Would it be possible to optimize for Ryzen?

So I just recently updated my PC to a Ryzen 1700 CPU. When I rendered out a video I got about 50% use on all cores. That kinda seems like maybe there's a GPU bottleneck in my rendering (GTX 980) but I'm not sure. The video in question was 720P 60FPS, was 14 minutes long, and took around 12 minutes to render. Not bad but not blowing me away either.

Basically I would like to know if there's any plans to patch HF4E and HF2017 to optimize rendering for Ryzen? 

Comments

  • It's normal to see lower CPU and/or GPU utilization % numbers in Hitfilm. It is just the way things are in Hitfilm. It's resource utilization can be a bit low. It is very specific to the exact circumstances of what you are doing.
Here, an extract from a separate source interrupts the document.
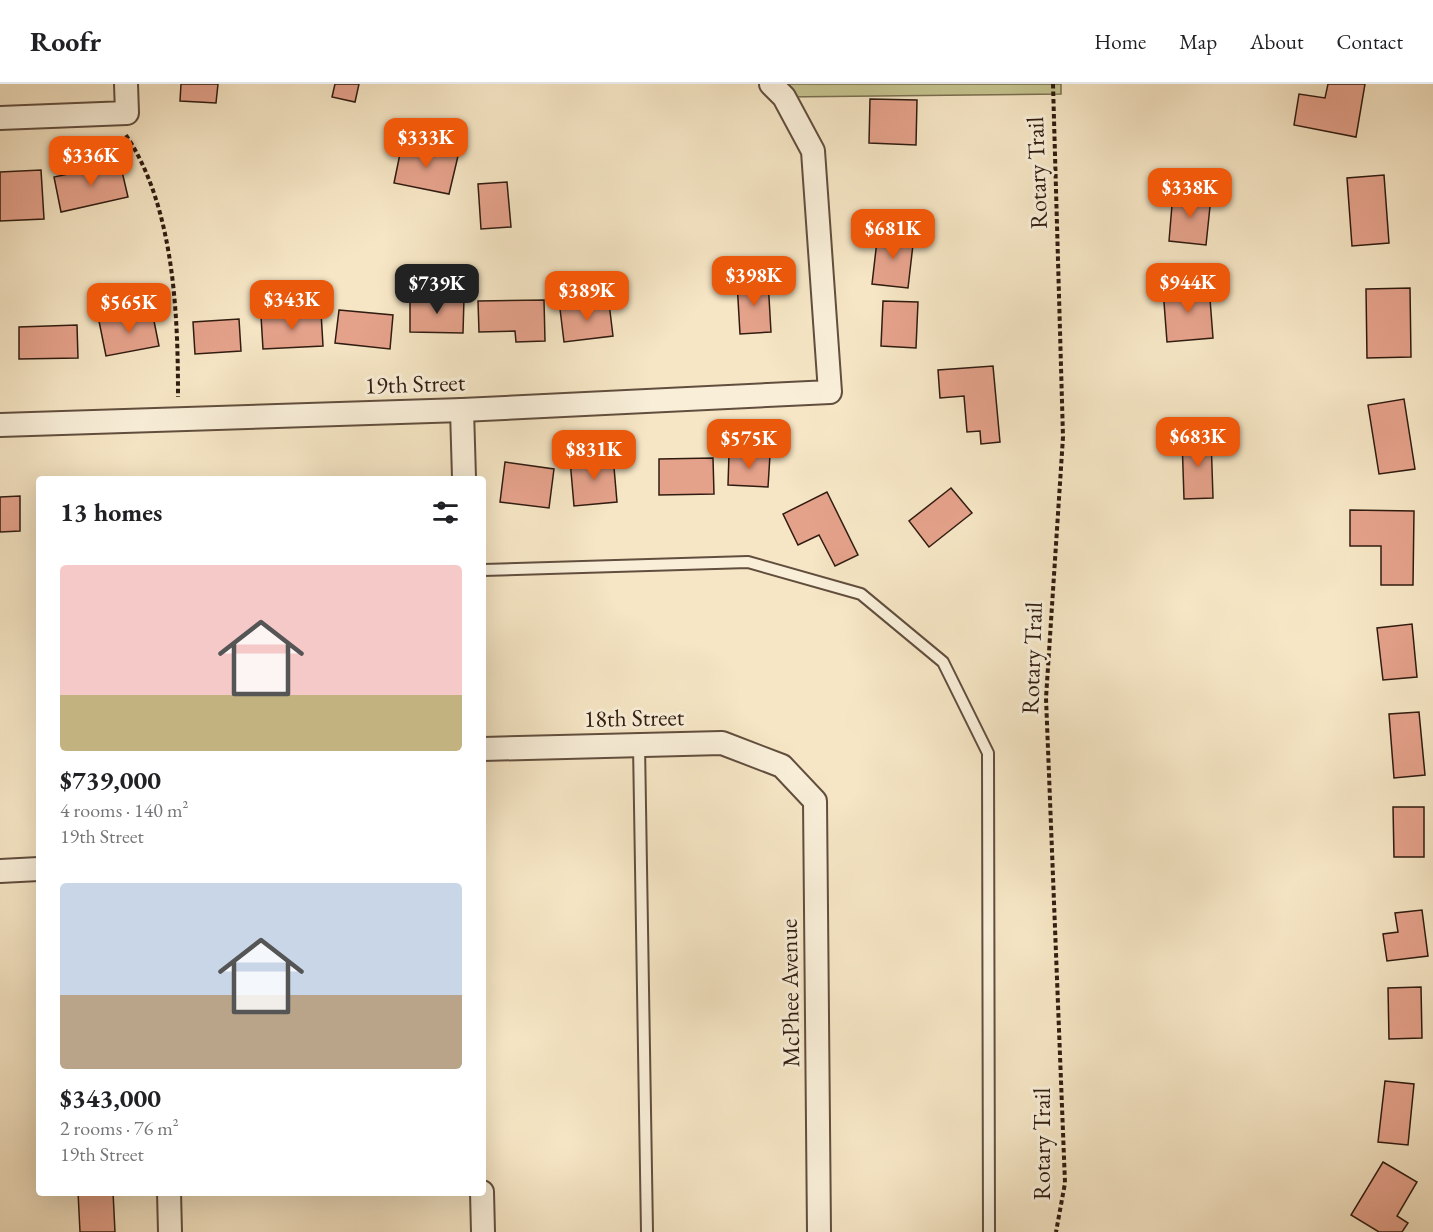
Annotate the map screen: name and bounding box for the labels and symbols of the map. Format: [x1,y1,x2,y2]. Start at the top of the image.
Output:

    Also, remember that on a hyperthread CPU 50% utilization is really very close to a real time, real world, 100%. Hyperthreading typically adds about 10% real time performance above the basic full core performance.

  • @NormanPCN I know HF doesn't use the entire CPU, but the main reason I upgraded was for speedier render times. It's definitely faster than my old fx8350, but I wanted to make sure HF was getting the most out of this new architecture.

    I guess my real question should be does that render time seem right? Seems slow to me considering how this is an 8 core processor at 3.8GHz. I will need to test it in 1080p60fps to see how it handles that.

  • edited April 2017

    Render times are extremely variable depending on exactly what you are sending the encoder. I am assuming you are encoding to MP4/H.264/AVC.

    The AVC encoder operation should be (I hope) asynchronous to Hitfilm rendering the video stream. The AVC encoder should make reasonable use of 8-core verses 4-core. However, if Hitfilm is slow at feeding the AVC encoder frames then it just does not have much work to do. Therefore it will finish what it can do and then block waiting for another frame from Hitfilm.

  • does ram I have 8 gigs have a lot to do with ware performance in windows 7?

     

  • edited April 2017

    "does ram I have 8 gigs have a lot to do with ware performance in windows 7?"

    RAM use is variable depending on what you are doing in Hitfilm. Here is a simple check you can do.

    Open your project in Hitfilm.

    Open the operating system task manager.

    Look at the available/free memory reported by task manager. If there is a reasonable amount memory available, say 10-20%, then Hitfilm should be using the ram it wants to use and there is still memory free in the system.  The free ram never really gets to zero. When memory gets tight the system frees up other resources to make free ram.

    You can also look at this during an Export. The memory consumed will  be higher during this operation.

    Another item you can look at is the memory allocated to Hitfilm in the processes tab of task manager. If your media files are Quicktime MOV files, then you also have to look at the Quicktime media server Hitfilm sets up (FxQtmediaServer). It will be using some RAM on behest of Hitfilm "proper".

    You will probably see Hitfilm using less than 1GB, or 2, or ram for most things until you use the ram preview feature. The amount of ram available to that is controlled by you in the application options. RAM preview is not used during export.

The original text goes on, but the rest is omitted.